**Try it**. Leaving out the pictures, write the following records exactly as they read.

**Given data**.
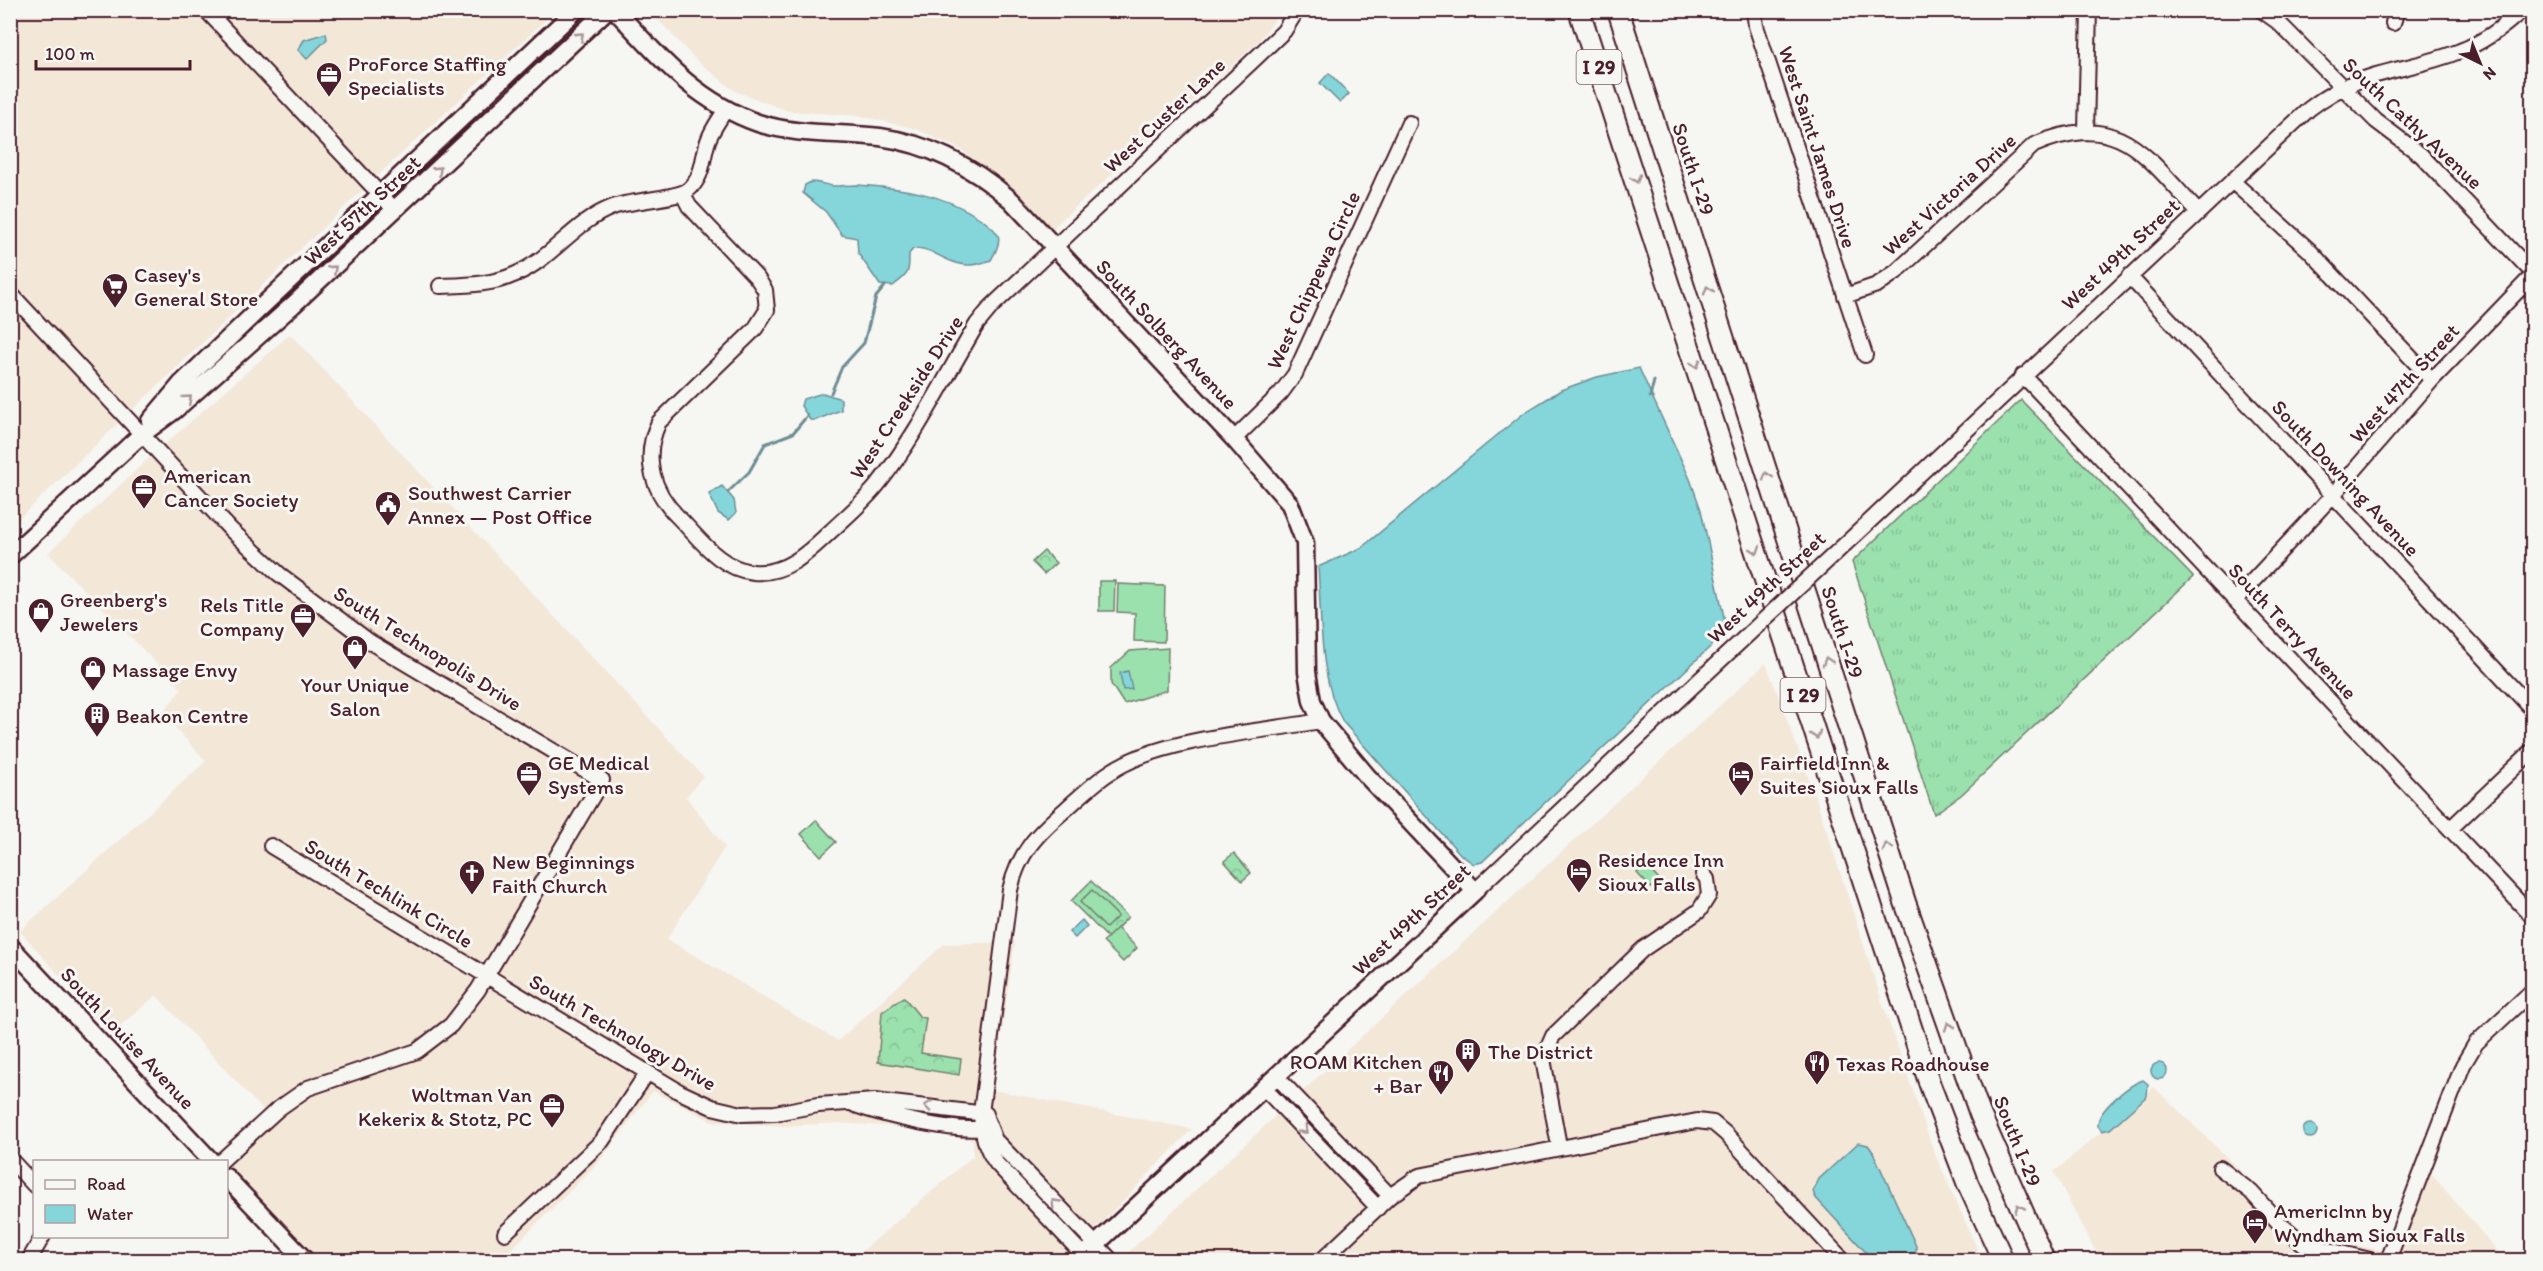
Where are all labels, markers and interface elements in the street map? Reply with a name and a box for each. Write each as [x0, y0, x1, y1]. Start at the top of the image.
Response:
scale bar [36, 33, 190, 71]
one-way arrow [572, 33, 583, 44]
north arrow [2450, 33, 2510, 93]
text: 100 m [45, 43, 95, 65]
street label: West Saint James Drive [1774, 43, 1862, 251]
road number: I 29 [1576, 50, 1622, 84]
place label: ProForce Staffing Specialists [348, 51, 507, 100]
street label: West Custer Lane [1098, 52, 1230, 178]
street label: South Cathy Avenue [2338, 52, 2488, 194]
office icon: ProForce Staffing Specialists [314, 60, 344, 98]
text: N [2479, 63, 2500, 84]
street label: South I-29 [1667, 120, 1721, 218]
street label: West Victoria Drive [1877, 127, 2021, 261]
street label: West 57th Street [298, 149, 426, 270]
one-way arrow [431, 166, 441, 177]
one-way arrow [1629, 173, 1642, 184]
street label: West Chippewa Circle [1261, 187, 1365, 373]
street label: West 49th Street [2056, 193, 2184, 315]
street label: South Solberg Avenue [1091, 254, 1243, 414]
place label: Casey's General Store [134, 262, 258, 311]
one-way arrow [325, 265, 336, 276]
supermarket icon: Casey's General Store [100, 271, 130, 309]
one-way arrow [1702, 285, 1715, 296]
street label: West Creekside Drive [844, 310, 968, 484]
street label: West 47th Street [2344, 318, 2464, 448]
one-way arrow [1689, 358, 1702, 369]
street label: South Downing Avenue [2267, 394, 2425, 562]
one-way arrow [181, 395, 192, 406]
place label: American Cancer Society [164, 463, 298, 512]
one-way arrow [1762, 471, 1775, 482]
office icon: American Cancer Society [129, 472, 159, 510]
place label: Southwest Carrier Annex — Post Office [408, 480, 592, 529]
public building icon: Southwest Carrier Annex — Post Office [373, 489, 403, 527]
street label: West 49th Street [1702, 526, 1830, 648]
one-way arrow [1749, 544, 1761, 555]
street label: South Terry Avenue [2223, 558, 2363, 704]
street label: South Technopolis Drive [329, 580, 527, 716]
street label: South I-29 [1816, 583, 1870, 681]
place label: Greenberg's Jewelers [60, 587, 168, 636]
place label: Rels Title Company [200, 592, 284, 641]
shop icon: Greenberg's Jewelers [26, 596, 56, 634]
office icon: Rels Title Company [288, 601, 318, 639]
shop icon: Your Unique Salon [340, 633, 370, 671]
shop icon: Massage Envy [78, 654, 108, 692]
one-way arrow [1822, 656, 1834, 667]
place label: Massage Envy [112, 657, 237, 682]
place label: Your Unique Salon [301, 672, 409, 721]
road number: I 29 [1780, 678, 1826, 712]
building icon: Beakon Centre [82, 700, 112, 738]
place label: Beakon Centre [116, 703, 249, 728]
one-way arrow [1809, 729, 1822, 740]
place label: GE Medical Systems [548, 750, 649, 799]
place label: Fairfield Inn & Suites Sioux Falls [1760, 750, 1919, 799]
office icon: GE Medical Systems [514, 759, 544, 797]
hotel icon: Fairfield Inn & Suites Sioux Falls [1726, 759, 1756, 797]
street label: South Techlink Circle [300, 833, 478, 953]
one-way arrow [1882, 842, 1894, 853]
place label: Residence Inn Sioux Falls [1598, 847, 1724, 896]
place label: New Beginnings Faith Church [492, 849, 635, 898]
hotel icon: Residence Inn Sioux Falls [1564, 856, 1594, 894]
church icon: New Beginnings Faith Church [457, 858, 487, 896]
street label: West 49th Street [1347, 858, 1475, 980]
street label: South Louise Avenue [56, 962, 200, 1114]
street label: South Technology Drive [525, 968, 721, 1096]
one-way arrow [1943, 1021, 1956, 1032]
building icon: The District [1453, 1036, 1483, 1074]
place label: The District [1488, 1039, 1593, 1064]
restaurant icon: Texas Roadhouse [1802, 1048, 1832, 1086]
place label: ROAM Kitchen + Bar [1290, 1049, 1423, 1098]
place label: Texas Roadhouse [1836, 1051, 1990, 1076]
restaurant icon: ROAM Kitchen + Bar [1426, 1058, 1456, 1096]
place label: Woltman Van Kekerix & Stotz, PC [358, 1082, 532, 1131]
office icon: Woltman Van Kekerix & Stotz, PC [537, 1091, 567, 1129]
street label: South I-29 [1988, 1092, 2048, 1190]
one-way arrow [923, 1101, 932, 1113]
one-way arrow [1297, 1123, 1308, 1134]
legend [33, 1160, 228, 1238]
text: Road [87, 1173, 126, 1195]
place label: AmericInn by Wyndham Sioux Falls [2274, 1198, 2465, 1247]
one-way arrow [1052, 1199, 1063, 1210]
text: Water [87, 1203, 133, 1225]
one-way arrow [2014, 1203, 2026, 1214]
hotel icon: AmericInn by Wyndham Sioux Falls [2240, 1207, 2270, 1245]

**Response to the exercise**.
Where are all labels, markers and interface elements in the street map? Reply with a name and a box for each. Write each as [x0, y0, x1, y1]. Start at the top of the image.
Response:
scale bar [36, 33, 190, 71]
one-way arrow [572, 33, 583, 44]
north arrow [2450, 33, 2510, 93]
text: 100 m [45, 43, 95, 65]
street label: West Saint James Drive [1774, 43, 1862, 251]
road number: I 29 [1576, 50, 1622, 84]
place label: ProForce Staffing Specialists [348, 51, 507, 100]
street label: West Custer Lane [1098, 52, 1230, 178]
street label: South Cathy Avenue [2338, 52, 2488, 194]
office icon: ProForce Staffing Specialists [314, 60, 344, 98]
text: N [2479, 63, 2500, 84]
street label: South I-29 [1667, 120, 1721, 218]
street label: West Victoria Drive [1877, 127, 2021, 261]
street label: West 57th Street [298, 149, 426, 270]
one-way arrow [431, 166, 441, 177]
one-way arrow [1629, 173, 1642, 184]
street label: West Chippewa Circle [1261, 187, 1365, 373]
street label: West 49th Street [2056, 193, 2184, 315]
street label: South Solberg Avenue [1091, 254, 1243, 414]
place label: Casey's General Store [134, 262, 258, 311]
one-way arrow [325, 265, 336, 276]
supermarket icon: Casey's General Store [100, 271, 130, 309]
one-way arrow [1702, 285, 1715, 296]
street label: West Creekside Drive [844, 310, 968, 484]
street label: West 47th Street [2344, 318, 2464, 448]
one-way arrow [1689, 358, 1702, 369]
street label: South Downing Avenue [2267, 394, 2425, 562]
one-way arrow [181, 395, 192, 406]
place label: American Cancer Society [164, 463, 298, 512]
one-way arrow [1762, 471, 1775, 482]
office icon: American Cancer Society [129, 472, 159, 510]
place label: Southwest Carrier Annex — Post Office [408, 480, 592, 529]
public building icon: Southwest Carrier Annex — Post Office [373, 489, 403, 527]
street label: West 49th Street [1702, 526, 1830, 648]
one-way arrow [1749, 544, 1761, 555]
street label: South Terry Avenue [2223, 558, 2363, 704]
street label: South Technopolis Drive [329, 580, 527, 716]
street label: South I-29 [1816, 583, 1870, 681]
place label: Greenberg's Jewelers [60, 587, 168, 636]
place label: Rels Title Company [200, 592, 284, 641]
shop icon: Greenberg's Jewelers [26, 596, 56, 634]
office icon: Rels Title Company [288, 601, 318, 639]
shop icon: Your Unique Salon [340, 633, 370, 671]
shop icon: Massage Envy [78, 654, 108, 692]
one-way arrow [1822, 656, 1834, 667]
place label: Massage Envy [112, 657, 237, 682]
place label: Your Unique Salon [301, 672, 409, 721]
road number: I 29 [1780, 678, 1826, 712]
building icon: Beakon Centre [82, 700, 112, 738]
place label: Beakon Centre [116, 703, 249, 728]
one-way arrow [1809, 729, 1822, 740]
place label: GE Medical Systems [548, 750, 649, 799]
place label: Fairfield Inn & Suites Sioux Falls [1760, 750, 1919, 799]
office icon: GE Medical Systems [514, 759, 544, 797]
hotel icon: Fairfield Inn & Suites Sioux Falls [1726, 759, 1756, 797]
street label: South Techlink Circle [300, 833, 478, 953]
one-way arrow [1882, 842, 1894, 853]
place label: Residence Inn Sioux Falls [1598, 847, 1724, 896]
place label: New Beginnings Faith Church [492, 849, 635, 898]
hotel icon: Residence Inn Sioux Falls [1564, 856, 1594, 894]
church icon: New Beginnings Faith Church [457, 858, 487, 896]
street label: West 49th Street [1347, 858, 1475, 980]
street label: South Louise Avenue [56, 962, 200, 1114]
street label: South Technology Drive [525, 968, 721, 1096]
one-way arrow [1943, 1021, 1956, 1032]
building icon: The District [1453, 1036, 1483, 1074]
place label: The District [1488, 1039, 1593, 1064]
restaurant icon: Texas Roadhouse [1802, 1048, 1832, 1086]
place label: ROAM Kitchen + Bar [1290, 1049, 1423, 1098]
place label: Texas Roadhouse [1836, 1051, 1990, 1076]
restaurant icon: ROAM Kitchen + Bar [1426, 1058, 1456, 1096]
place label: Woltman Van Kekerix & Stotz, PC [358, 1082, 532, 1131]
office icon: Woltman Van Kekerix & Stotz, PC [537, 1091, 567, 1129]
street label: South I-29 [1988, 1092, 2048, 1190]
one-way arrow [923, 1101, 932, 1113]
one-way arrow [1297, 1123, 1308, 1134]
legend [33, 1160, 228, 1238]
text: Road [87, 1173, 126, 1195]
place label: AmericInn by Wyndham Sioux Falls [2274, 1198, 2465, 1247]
one-way arrow [1052, 1199, 1063, 1210]
text: Water [87, 1203, 133, 1225]
one-way arrow [2014, 1203, 2026, 1214]
hotel icon: AmericInn by Wyndham Sioux Falls [2240, 1207, 2270, 1245]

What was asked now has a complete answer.